TASK TO CARRY OUT:
If a line in the data has the string "auto", please show it.

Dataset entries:
>>

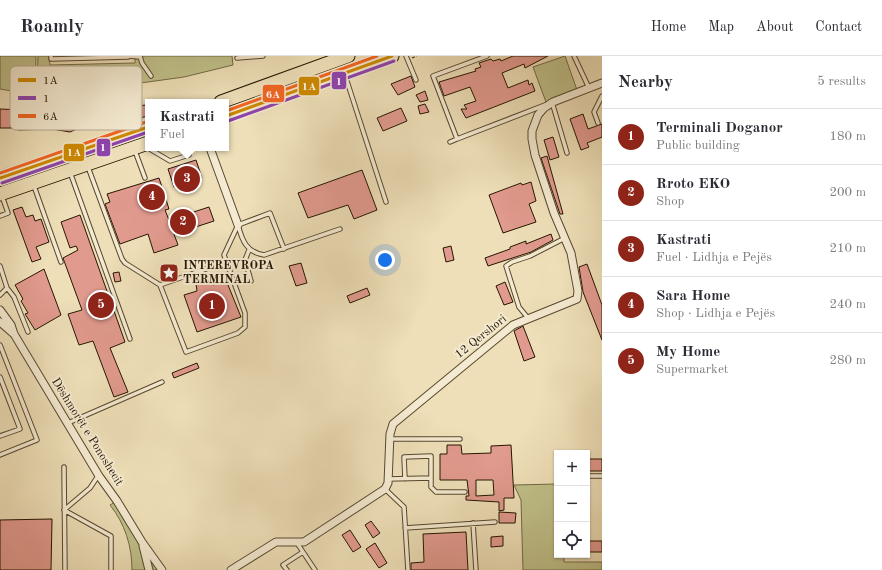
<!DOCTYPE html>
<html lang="en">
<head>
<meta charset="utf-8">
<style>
  :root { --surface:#fff; --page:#f7f7f7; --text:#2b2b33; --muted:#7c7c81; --line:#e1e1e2; --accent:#8f2418 }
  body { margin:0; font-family:"Old Standard TT",serif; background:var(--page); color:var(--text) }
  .controls { position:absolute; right:12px; bottom:12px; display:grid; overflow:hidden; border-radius:0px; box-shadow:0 1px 3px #0004 }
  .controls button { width:36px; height:36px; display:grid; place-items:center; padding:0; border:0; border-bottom:1px solid var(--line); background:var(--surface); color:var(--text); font:20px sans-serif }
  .you { position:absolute; left:385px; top:204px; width:14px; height:14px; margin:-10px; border:3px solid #fff; border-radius:50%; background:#1a73e8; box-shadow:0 0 0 6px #1a73e833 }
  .badge { display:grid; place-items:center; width:26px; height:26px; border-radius:50%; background:var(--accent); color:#fff; font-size:13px; font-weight:700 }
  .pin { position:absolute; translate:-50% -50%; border:2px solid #fff; box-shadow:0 1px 4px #0006 }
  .popup { position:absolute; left:145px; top:43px; width:84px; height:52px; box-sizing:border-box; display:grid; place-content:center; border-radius:0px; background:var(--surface); filter:drop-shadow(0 1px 3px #0005); font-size:13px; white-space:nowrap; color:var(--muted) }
  .popup b { font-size:15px; color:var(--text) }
  .popup::after { content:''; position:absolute; left:50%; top:100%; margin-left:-8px; border:8px solid transparent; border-top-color:var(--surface) }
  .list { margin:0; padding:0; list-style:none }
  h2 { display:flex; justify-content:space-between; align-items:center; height:52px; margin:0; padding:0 16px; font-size:17px }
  h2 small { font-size:13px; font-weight:400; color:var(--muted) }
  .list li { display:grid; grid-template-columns:26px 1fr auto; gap:12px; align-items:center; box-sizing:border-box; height:56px; padding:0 16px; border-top:1px solid var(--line) }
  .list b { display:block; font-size:15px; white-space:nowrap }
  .list p { margin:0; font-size:13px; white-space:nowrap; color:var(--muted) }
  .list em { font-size:13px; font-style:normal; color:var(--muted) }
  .icon { flex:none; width:22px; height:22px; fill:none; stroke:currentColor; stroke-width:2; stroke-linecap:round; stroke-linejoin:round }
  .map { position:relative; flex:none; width:602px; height:514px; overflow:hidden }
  header { display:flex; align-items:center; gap:24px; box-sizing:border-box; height:56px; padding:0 20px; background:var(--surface); border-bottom:1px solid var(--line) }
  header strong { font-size:19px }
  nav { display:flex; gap:22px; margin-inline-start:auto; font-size:14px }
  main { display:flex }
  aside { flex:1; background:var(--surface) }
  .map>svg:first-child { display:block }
  .green { fill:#c0c08a; stroke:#726b46 }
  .building { fill:#e19a8e; stroke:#251601; fill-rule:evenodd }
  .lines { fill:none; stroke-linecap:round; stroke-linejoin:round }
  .lane-casing { stroke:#57482f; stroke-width:5.5 }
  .street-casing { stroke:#57482f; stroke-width:9 }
  .highway-casing { stroke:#251601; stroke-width:15 }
  .path { stroke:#251601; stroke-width:1; stroke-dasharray:3 2; stroke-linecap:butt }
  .lane { stroke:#f4ead1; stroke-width:3.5 }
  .street { stroke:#f4ead1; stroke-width:7 }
  .highway { stroke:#eedfb8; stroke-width:13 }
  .bus-1-casing { stroke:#f4ead1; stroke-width:6 }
  .bus-2-casing { stroke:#f4ead1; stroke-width:6 }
  .bus-3-casing { stroke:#f4ead1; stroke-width:6 }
  .bus-1 { stroke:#cd8900; stroke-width:3 }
  .bus-2 { stroke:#8e44ad; stroke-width:3 }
  .bus-3 { stroke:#f26522; stroke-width:3 }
  .labels { text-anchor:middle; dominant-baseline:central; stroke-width:4; stroke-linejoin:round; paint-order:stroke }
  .poi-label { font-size:12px; font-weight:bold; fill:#251601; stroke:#f4ead1; text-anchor:start }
  .street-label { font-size:12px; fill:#251601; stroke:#f4ead1 }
  .key { fill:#f4ead1; stroke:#b6aa93; stroke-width:1 }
  .key-label { font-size:11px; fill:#251601 }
  .line-badge { stroke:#f4ead1; stroke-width:1.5 }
  .badge-label { font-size:11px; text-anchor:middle; font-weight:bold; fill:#fff }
</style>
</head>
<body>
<header>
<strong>Roamly</strong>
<nav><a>Home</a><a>Map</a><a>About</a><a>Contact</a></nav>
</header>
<main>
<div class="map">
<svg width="602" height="514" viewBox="0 0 602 514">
  <rect width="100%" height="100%" fill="#eedfb8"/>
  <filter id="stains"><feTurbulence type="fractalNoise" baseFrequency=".005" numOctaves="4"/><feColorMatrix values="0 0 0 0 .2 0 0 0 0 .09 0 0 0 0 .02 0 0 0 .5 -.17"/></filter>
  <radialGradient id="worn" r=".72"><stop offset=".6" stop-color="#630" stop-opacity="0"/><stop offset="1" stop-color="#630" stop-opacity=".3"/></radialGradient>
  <path class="green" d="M 0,0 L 36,0 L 35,39 L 0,33 Z
    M 38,0 L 49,0 L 50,9 L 135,7 L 135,0 L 232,0 L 233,9 L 184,21 L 119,30 L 37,33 Z
    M 565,0 L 577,34 L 546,46 L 533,11 Z
    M 557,428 L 557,499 L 564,499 L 564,506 L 602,506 L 602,514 L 523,514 L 521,444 L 514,429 Z
    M 117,445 L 160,514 L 132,514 C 132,490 125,468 110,449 Z"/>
  <path class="building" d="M 513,0 L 548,0 L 525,12 L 524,8 L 502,17 L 508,32 L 528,24 L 529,29 L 532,27 L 535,35 L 466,62 L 461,53 L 467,53 L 464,49 L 476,45 L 470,31 L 444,40 L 439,26 L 476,15 L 475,13 L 481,11 L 479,7 L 491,3 L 493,5 L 500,3 L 501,5 Z
    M 411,20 L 415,31 L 398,39 L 391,28 Z
    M 425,35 L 428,44 L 420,46 L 416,39 Z
    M 425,48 L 429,56 L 420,58 L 418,50 Z
    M 148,49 L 148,60 L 111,69 L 98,69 L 90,72 L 79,72 L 70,76 L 52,73 L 18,74 L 17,72 L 0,72 L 0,53 L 48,55 L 47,53 L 59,53 L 59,55 Z
    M 401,52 L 407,65 L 383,75 L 377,62 Z
    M 583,58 L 588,73 L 602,68 L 602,81 L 587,87 L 589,91 L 581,94 L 570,63 Z
    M 553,81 L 559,101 L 550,104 L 544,84 Z
    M 547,100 L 563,158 L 560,158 L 541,102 Z
    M 196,104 L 202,122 L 174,131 L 168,113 Z
    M 362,114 L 377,154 L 354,163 L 348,149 L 308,162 L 298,137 Z
    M 159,122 L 169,153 L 165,154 L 169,164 L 209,151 L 214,165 L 174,178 L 178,189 L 154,197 L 148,178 L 120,188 L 105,148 L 110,146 L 107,138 Z
    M 531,126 L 536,145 L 529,148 L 536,166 L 503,177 L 489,139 L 521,127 L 522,129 Z
    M 22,151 L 26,161 L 33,159 L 35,165 L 41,163 L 49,186 L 36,191 L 41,203 L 32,206 L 13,154 Z
    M 80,159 L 125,286 L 110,292 L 128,336 L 114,341 L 93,285 L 79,289 L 68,258 L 82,254 L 63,202 L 78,194 L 76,190 L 70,192 L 61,166 Z
    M 551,178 L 553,184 L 531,196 L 488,210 L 485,202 L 510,193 L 510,191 L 526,185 L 526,188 Z
    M 451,190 L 454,204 L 446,206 L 443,192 Z
    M 301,207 L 307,227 L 296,230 L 289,210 Z
    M 587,208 L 602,249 L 602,284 L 583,236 L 579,211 Z
    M 44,213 L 61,259 L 35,274 L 25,258 L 28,257 L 21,245 L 23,243 L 15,229 Z
    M 119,216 L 121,225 L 115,226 L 113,217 Z
    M 211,223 L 213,229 L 226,224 L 241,261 L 197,276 L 184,239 L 197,235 L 196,228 Z
    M 505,226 L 513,246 L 504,249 L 496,230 Z
    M 367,232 L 370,239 L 350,247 L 347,240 Z
    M 523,270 L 535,301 L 524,305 L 514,275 Z
    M 197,307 L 199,312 L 174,322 L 172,317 Z
    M 447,389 L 461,389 L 462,398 L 491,397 L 491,390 L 511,389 L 514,442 L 504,442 L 504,454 L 499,455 L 499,446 L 466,444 L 466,440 L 469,440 L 467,424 L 440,424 L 440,398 L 447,398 ZM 476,424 L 493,424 L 494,439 L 476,440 Z
    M 587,403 L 602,403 L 602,415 L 587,415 Z
    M 499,456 L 516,457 L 515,467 L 499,467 Z
    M 52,463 L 51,514 L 0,514 L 0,464 Z
    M 371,465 L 380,477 L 373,482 L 365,469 Z
    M 350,474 L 361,491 L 353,496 L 342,479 Z
    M 466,476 L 468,514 L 411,514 L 411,507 L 424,506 L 423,478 Z
    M 503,480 L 503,490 L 491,491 L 491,481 Z
    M 587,485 L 602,485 L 602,496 L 587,496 Z
    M 375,487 L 387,507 L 379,512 L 366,493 Z"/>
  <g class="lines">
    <defs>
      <path id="lane" d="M 51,0 L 51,3 L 128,1
        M 128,0 L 140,1
        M 140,0 L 142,7 L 151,20
        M 406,0 L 416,24
        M 487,0 L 433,20 L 457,83 L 545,49
        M 574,0 L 589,32
        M 237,2 L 263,0
        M 345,19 L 386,146
        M 552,46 L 567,97
        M 598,67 L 594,56 L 602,40
        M 450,86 L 457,83
        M 148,92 L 170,105 L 189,99 L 190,92
        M 135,95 L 145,122
        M 88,111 L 122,203 L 125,207 L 160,229
        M 70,116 L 130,283
        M 34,130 L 61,206
        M 0,160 L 8,157 L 2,140
        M 238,169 C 242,184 246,196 264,199 L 340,173
        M 249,194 L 245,204 L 251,225
        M 226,206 L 160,229 L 186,296 L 238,277 L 245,271 L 245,257 L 224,199 L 238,169 L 270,157 L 284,193
        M 0,210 L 7,232 L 0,239
        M 7,232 L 14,241 L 28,276
        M 528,262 L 519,251 L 506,210 L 512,206 L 530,200 L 565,182
        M 0,289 L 37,384 L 0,399
        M 0,321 L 20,373 L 0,380
        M 68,367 L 162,326
        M 390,383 L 460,383
        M 64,411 L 65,514
        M 587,420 L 602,420
        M 431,422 L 431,431 L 436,436 L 465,436
        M 388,423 L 431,422 L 431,400 L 404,401 L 405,423
        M 385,433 L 404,451 L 408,514
        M 64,454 L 111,480 L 111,514
        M 64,454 L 90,432 L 98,420
        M 473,467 L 476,514
        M 405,472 L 495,466
        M 297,487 L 315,514
        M 287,514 L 283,509 L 303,496"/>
      <path id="street" d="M 210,92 L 238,169
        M 0,254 L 11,269 L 14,278 L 99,420 L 117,445 L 142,486 L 162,514
        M 0,266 L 14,278
        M 143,490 L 149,514
        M 231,514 L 276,486 L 304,486 L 385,433 L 388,427 L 390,378 L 393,368 L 513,269 L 577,243 L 578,235 L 571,197 L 554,157 L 535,99 L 532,83 L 532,75 L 538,59 L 544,52 L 553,46 L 602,27"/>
      <path id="highway" d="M 221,46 L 348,0
        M 226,60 L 392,0
        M 0,122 L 148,71
        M 0,138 L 148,87"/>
    </defs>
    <use href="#lane" class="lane-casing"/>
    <use href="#street" class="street-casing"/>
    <use href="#highway" class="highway-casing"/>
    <path class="path" d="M 412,2 L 417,0"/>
    <use href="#lane" class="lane"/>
    <use href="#street" class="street"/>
    <use href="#highway" class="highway"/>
    <defs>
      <path id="bus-1" d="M 226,60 L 392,0
        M 0,122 L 148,71"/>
      <path id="bus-2" d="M 228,65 L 394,5
        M 2,127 L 148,76"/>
      <path id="bus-3" d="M 226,55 L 377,0
        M 0,117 L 146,66"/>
    </defs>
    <use href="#bus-1" class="bus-1-casing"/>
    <use href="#bus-2" class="bus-2-casing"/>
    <use href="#bus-3" class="bus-3-casing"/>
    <use href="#bus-1" class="bus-1"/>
    <use href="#bus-2" class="bus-2"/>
    <use href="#bus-3" class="bus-3"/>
  </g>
  <defs>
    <symbol id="sight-square" viewBox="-11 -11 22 22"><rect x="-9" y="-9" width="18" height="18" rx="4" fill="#8f2418" stroke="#f4ead1"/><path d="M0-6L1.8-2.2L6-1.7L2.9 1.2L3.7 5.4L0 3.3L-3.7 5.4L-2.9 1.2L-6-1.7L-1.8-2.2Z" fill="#fff"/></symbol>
  </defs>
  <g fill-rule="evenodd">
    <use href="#sight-square" x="158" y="206" width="22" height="22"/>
  </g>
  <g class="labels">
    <g class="poi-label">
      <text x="183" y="210">INTEREVROPA<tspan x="183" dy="14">TERMINAL</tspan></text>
    </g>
    <g class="street-label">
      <text transform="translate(481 281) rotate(-39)">12 Qershori</text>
      <text transform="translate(87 376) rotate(58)">Dëshmorët e Ponoshecit</text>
    </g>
  </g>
  <rect x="10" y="10" width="132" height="64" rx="6" class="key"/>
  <rect x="18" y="22" width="18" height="4" fill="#cd8900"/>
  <rect x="18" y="40" width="18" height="4" fill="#8e44ad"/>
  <rect x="18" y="58" width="18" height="4" fill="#f26522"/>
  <g class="key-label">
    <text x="43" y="28">1A</text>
    <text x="43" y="46">1</text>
    <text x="43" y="64">6A</text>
  </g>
  <g class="line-badge">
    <rect x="331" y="15" width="16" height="19" rx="4" fill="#8e44ad"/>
    <rect x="298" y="20" width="22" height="20" rx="4" fill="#cd8900"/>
    <rect x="262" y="28" width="23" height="19" rx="4" fill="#f26522"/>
    <rect x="96" y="82" width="15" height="19" rx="4" fill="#8e44ad"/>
    <rect x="63" y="87" width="22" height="19" rx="4" fill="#cd8900"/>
  </g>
  <g class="badge-label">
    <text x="339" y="29">1</text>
    <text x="309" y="34">1A</text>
    <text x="273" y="42">6A</text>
    <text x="103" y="95">1</text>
    <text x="74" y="100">1A</text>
  </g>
  <rect width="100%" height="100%" filter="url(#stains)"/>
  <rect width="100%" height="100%" fill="url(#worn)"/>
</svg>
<div class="controls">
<button>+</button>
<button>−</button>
<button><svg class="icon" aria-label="locate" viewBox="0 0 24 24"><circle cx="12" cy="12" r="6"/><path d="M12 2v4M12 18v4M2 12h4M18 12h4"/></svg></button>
</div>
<div class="you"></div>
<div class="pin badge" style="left:212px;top:250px">1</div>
<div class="pin badge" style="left:183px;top:166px">2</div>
<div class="pin badge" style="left:187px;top:123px">3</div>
<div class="popup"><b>Kastrati</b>Fuel</div>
<div class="pin badge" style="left:152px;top:141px">4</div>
<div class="pin badge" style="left:101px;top:249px">5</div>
</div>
<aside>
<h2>Nearby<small>5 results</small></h2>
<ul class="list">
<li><span class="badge">1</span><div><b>Terminali Doganor</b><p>Public building</p></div><em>180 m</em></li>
<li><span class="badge">2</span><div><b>Rroto EKO</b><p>Shop</p></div><em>200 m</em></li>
<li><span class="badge">3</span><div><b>Kastrati</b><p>Fuel · Lidhja e Pejës</p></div><em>210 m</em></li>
<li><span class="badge">4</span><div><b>Sara Home</b><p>Shop · Lidhja e Pejës</p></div><em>240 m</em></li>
<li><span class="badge">5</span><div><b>My Home</b><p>Supermarket</p></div><em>280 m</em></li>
</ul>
</aside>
</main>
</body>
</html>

<<

WRITTEN ANSWER:
  .list li { display:grid; grid-template-columns:26px 1fr auto; gap:12px; align-items:center; box-sizing:border-box; height:56px; padding:0 16px; border-top:1px solid var(--line) }
  nav { display:flex; gap:22px; margin-inline-start:auto; font-size:14px }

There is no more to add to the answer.